Она молча поклонилась, не придав значения этому приглашению, а Михаил Петрович расцвёл, увидев в нём акт благоволения и милости.
— Честь великая для меня, — любезно отозвался он, премного благодарны. И я, и дочь.
Они раскланялись и вышли за дверь в большом смущении от неожиданной милости и удивлении от столь заблаговременного приглашения.
Михаил Петрович каждый день наведывался ко двору, чтобы узнать о решении императора, бывал и у Константина, благожелательно отнёсшемуся к Кириллу. Лишь через три месяца Павел дал высочайшее соизволение жить госпоже Ласунской, урождённой Нарышкиной, в доме своего отца, отдельно от мужа...
Кирилл проводил их верхом до заставы столицы, слёзы скапливались в его глазах от разлуки с родными, но он не подавал вида, стараясь лихо сидеть в седле. На последней заставе отец и старшая сестра вышли из кареты, долго целовались с ним, и он ещё много раз взмахивал рукой, вглядываясь в поднятую пыль и встряхивая головой, чтобы смахнуть набегавшие то ли от разлуки, то ли от ветра слёзы.
Всю дорогу отец и дочь почти не разговаривали, оба ушли в свои мысли. Михаил Петрович тужил об оставленном сыне, а Маргарита видела перед собой одинокую жизнь, хоть и в весёлом, шумном родительском доме.

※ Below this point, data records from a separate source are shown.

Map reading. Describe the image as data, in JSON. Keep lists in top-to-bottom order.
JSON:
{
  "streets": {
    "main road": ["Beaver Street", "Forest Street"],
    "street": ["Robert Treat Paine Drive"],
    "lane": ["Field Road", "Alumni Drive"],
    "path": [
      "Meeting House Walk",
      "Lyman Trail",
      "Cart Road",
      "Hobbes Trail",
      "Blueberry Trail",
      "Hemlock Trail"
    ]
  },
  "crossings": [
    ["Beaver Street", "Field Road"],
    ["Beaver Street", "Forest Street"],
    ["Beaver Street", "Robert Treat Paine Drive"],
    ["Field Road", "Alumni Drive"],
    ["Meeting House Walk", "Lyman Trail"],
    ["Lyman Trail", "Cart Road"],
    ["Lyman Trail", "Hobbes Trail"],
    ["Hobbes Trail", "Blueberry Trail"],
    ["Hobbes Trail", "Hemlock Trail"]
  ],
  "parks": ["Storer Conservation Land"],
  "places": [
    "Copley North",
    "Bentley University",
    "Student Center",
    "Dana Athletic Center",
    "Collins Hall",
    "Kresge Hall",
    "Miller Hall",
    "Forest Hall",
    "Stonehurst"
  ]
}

Перед Москвой они, не сговариваясь, повернули к дому Ласунского, бывшему некогда владением Нарышкиных. У крыльца никого не было, не встретили их даже дворовые, спавшие по углам: видно, опять всю ночь кутил Поль, и теперь их сморило.
Маргарита прошла тёмную прихожую, вздула свечу в большой гостиной — всюду следы ночного кутежа, разбитые бокалы, лужи разлитого вина, перевёрнутые стулья и сбитые в комок покрывала на диванах.
Она прошла в свою комнату — на её постели спала очередная домоправительница. Сонная и неодетая, она вскочила, встряхнутая за плечо, кинулась к себе, разбудила и хозяина, спавшего мертвецким сном в кабинете.
Маргарита присела к зеркалу и задумалась: что может она забрать с собой из своих вещей? Наскоро перерыв старый дедовский сундук, выкинула прямо на пол два-три старых платья, отперла резную шкатулку с ещё бабушкиными драгоценностями. Всё было на месте, разве что не хватало двух-трёх колец да пары незначительных серёг.
Она бросила всё это на простыню, которую расстелила на кровати, и опять села к зеркалу. Утомлённое её лицо показало ей, что слишком мрачно и трудно было на душе. Пусть и опостылел ей Поль, а всё же тяжело бросать гнездо, где была хозяйкой, и переселяться в дом отца приживалкой, соломенной вдовой. Слёзы навернулись на её глаза, она упала головой на призеркальный столик и заплакала тихо, едва всхлипывая.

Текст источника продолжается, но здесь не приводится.